Alan H. Cheetham is a paleobiologist and retired senior scientist and curator of invertebrate paleontology at the Smithsonian Institution"s National Museum of Natural History.
Background
Born in El Paso, Texas, January 30, 1928, Cheetham grew up in Taos, New Mexico, received Bachelor of Surgery (New Mexico Institute of Mining and Technology, 1950) and Master of Surgery (Louisiana State University, 1952) degrees in geology, and, under the guidance of Norman D. Newell, obtained his Doctor of Philosophy in paleontology from Columbia University in 1959.
Education
Columbia University; Louisiana State University.
Career
He retired from the Smithsonian in 2001 and resides in Santa Fe, New Mexico. Much of his research includes testing evolutionary models in the fossil record, particularly the theory of punctuated equilibrium.
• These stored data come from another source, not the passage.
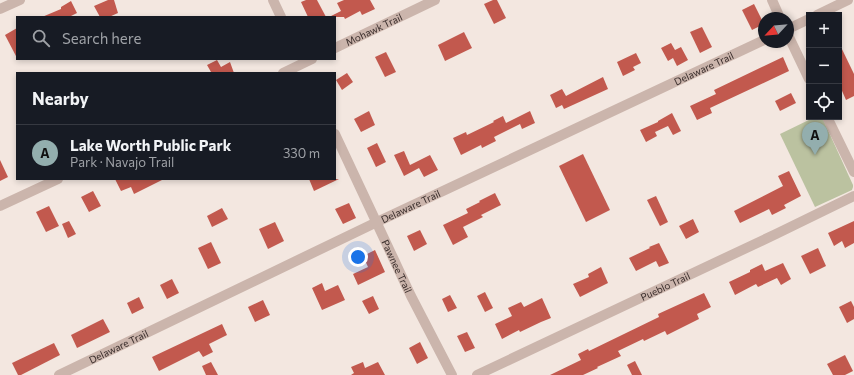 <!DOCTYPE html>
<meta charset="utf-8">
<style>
body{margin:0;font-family:Commissioner,sans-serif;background:#20242c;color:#f1f3f6}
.controls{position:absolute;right:12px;top:12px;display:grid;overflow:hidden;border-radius:0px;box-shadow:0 2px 6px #0003}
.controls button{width:36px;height:36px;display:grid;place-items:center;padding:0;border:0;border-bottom:1px solid #363941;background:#171b24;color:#f1f3f6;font:20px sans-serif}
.compass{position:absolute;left:758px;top:12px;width:36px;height:36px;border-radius:50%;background:#171b24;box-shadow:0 2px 6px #0003;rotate:244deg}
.you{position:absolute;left:358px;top:257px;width:14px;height:14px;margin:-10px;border:3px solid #fff;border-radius:50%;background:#1a73e8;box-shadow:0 0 0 6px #1a73e833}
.badge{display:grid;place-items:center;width:26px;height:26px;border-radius:50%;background:#93aeae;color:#111;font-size:13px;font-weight:700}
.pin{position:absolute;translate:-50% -33px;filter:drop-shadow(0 1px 2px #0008)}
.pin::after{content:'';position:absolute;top:21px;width:14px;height:12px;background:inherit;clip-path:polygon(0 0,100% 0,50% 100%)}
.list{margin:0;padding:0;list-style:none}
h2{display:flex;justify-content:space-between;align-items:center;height:52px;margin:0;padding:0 16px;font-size:17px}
h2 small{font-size:13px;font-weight:400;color:#9ea1a6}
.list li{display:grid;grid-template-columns:26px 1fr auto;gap:12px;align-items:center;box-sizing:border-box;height:56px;padding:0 16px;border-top:1px solid #363941}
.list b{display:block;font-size:15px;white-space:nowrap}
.list p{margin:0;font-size:13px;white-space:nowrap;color:#9ea1a6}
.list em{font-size:13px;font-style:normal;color:#9ea1a6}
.icon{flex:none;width:22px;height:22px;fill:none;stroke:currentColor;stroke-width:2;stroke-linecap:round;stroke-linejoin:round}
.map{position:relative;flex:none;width:854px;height:375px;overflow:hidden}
.search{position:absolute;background:#171b24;box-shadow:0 2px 6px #0003;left:16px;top:16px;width:320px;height:44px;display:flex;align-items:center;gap:10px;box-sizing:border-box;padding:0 14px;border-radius:0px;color:#9ea1a6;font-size:15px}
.panel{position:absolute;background:#171b24;box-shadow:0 2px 6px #0003;left:16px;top:72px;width:320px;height:108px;border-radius:0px}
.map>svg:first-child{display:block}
.green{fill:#bbc2a0}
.building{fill:#c2594e}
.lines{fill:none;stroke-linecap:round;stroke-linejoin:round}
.minor{stroke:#cbb5ac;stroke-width:10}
.tertiary{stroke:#cbb5ac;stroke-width:10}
.labels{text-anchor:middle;stroke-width:3.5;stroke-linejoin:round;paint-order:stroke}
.street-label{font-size:10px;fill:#392d2b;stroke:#faf2ec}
</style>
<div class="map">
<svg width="854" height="375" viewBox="0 0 854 375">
<rect width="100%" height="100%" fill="#f3e7e0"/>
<path class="green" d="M815,117H822L853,185V187L852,190L815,207L780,134Z"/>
<g class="building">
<path d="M108,0H114L118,13L109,17H100L94,6Z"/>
<path d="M306,0H317L326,17H308L301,2Z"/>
<path d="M344,0H370L375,9L362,15L360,11L345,19L344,17H329L341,11L337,3Z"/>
<path d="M493,0H497L506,18L494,24L484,4Z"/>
<path d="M71,1L77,13L69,17H42L61,9V7Z"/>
<path d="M754,4L764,24L752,30L742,10Z"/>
<path d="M702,27L712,47L700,53L690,32Z"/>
<path d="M17,28V58L5,35Z"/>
<path d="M464,32L472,48L445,61L438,45Z"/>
<path d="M671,43L675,50L681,47L688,60L677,66L673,58L668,61L661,48Z"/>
<path d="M839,43L854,74V96L846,100L839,84Z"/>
<path d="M386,52L396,72L385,77L375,57Z"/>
<path d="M636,53L641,63L633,67L635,70L623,76L617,62Z"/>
<path d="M783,57L789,71L710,108L712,113L697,120L690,106L716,94L714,90Z"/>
<path d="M217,60L221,67L230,62L234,73H209L211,72L207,65Z"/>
<path d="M347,73L353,82L342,90L336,80Z"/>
<path d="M603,77L608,89L564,109L562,105L556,108L550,95L562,89L566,96Z"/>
<path d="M791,93L796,103L780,111L775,101Z"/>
<path d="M369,111L375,125L361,132L354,119Z"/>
<path d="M530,111L535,123L522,129L520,124L494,137L496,141L482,148L481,145L461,155L453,138L466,132L467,135L494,122L493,121L503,116L506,123Z"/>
<path d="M672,113L681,131L673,135L668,126L655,132L657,136L646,142L640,130L658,122V121Z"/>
<path d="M377,143L386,162L376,167L367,148Z"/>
<path d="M404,151L410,165L430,155L438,170L424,177L419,168L404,176L394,155Z"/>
<path d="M583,154L610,210L586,222L559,166Z"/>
<path d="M0,160L8,177L0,181Z"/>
<path d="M789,171L801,196L784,205L786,208L772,215L769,209L740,223L734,211L783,186L778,176Z"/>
<path d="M115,179H164L134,194L131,187L121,191Z"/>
<path d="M309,179H339L314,191Z"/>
<path d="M93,191L101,206L89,212L81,197Z"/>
<path d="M495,193L501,205L481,215L483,217L463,227L468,237L453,245L443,225L468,213L466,209L480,202L479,201Z"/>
<path d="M656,196L668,222L660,226L647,200Z"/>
<path d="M349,203L356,218L343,224L335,209Z"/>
<path d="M49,206L59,226L46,232L36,212Z"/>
<path d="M222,208L228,219L212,227L207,216Z"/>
<path d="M693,219L699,232L686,239L679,226Z"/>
<path d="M69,221L76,234L68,238L62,224Z"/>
<path d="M854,221V243L845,248L842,241L834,246L828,233Z"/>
<path d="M275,222L284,241L268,249L259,229Z"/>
<path d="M420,230L427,244L414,251L407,236Z"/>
<path d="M211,242L221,263L208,269L198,248Z"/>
<path d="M659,243L669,263L659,267L656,261L636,271L629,258L650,248L649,247Z"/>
<path d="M818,248L826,266L810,274L801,256Z"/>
<path d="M375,250L385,272L358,285L353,274L368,267L363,256Z"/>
<path d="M783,263L791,279L781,285L777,278L758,287L756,284L735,295L729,282L750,272V270L762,264L765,271Z"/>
<path d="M601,267L608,283L580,297L573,284L589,277L588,274Z"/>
<path d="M172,279L179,293L167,299L160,285Z"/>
<path d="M322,283L325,291L338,285L345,300L322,310L312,288Z"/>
<path d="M485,292L493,308L485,312L477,296Z"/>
<path d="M704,293L711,307L697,314L699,319L667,335L665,331L644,341L643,339L618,351L621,356L597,367L598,368L583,375H550L581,360L578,354L588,349L589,351L659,317L658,314Z"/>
<path d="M450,295L457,308L448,312L442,299Z"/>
<path d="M373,296L379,309L369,314L362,301Z"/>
<path d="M139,297L144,308L132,314L127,303Z"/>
<path d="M542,298L551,318L541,322L520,332L519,330L502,339L495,324L512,316L508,308L521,302L524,307Z"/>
<path d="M263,300L270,315L255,322L248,307Z"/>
<path d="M851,301L854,307V319L847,323L839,307Z"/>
<path d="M103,319L110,332L77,348L71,335Z"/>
<path d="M222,324L227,335L209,344L213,352L203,357L199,351L159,371L152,357Z"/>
<path d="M467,332L475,348L465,352L457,336Z"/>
<path d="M420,342L428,358L417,364L409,348Z"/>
<path d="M54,343L60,355L21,375H18L12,363Z"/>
<path d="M845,355L853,371L845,375H833L827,364Z"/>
<path d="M635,361L642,375H632L627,365Z"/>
<path d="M211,362L218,375H206L202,366Z"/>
<path d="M363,362L365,368L378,362L385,375H351L354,373L351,367Z"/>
</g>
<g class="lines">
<g class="minor">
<path d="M273,0L281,17"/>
<path d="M772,0L780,18"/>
<path d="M817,15L848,0"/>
<path d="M788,29L809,19"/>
<path d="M788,35L809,79"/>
<path id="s1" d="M335,48L435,0"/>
<path d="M283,73L312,59"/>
<path d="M827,117L854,172"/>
<path id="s2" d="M335,134L411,296L452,375"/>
<path d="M0,206L58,179"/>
<path id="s3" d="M59,375L377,222L764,40"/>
<path id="s4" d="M477,375L776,234L854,196"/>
</g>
<path class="tertiary" d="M0,9L20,0"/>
</g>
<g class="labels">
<g class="street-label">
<text dy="4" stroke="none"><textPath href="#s1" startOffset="43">Mohawk Trail</textPath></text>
<text dy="4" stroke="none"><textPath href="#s3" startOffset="714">Delaware Trail</textPath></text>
<text dy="4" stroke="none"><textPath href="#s3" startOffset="390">Delaware Trail</textPath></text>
<text dy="4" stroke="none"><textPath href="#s2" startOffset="146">Pawnee Trail</textPath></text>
<text dy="4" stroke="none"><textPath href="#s4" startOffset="208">Pueblo Trail</textPath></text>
<text dy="4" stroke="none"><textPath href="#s3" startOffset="66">Delaware Trail</textPath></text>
</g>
</g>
</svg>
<div class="controls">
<button>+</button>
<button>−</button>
<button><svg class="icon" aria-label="locate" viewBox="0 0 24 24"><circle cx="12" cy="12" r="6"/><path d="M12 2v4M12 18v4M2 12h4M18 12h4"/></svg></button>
</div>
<svg class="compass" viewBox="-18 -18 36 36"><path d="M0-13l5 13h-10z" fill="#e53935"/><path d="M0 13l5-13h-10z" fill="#9ea1a6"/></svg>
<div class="you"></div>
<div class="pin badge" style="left:815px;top:155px">A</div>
<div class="search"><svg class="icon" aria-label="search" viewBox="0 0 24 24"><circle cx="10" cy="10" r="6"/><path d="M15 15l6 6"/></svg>Search here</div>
<section class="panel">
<h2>Nearby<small></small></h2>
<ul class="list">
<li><span class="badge">A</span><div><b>Lake Worth Public Park</b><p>Park · Navajo Trail</p></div><em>330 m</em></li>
</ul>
</section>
</div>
His research is focused on the systematics and morphometrics of late Mesozoic and Cenozoic bryozoans found in deposits located in the Caribbean, especially the Dominican Republic, Panama, Costa Rica, and Venezuela, and the Gulf coast of the United States, particularly Florida, Alabama, and Mississippi.
He has also worked extensively on Cenozoic bryozoans in England and southern Scandinavia and was a contributor to the Deep Sea Drilling Project on Cenozoic bryozoans recovered from the Atlantic and Pacific oceans.
Membership
Until joining the Smithsonian in 1966, Cheetham was a member of the geology faculty at Louisiana State University. During his tenure there, he was also a visiting postdoctoral fellow at the Natural History Museum in London (1961) and a guest professor at the University of Stockholm, Sweden (1964).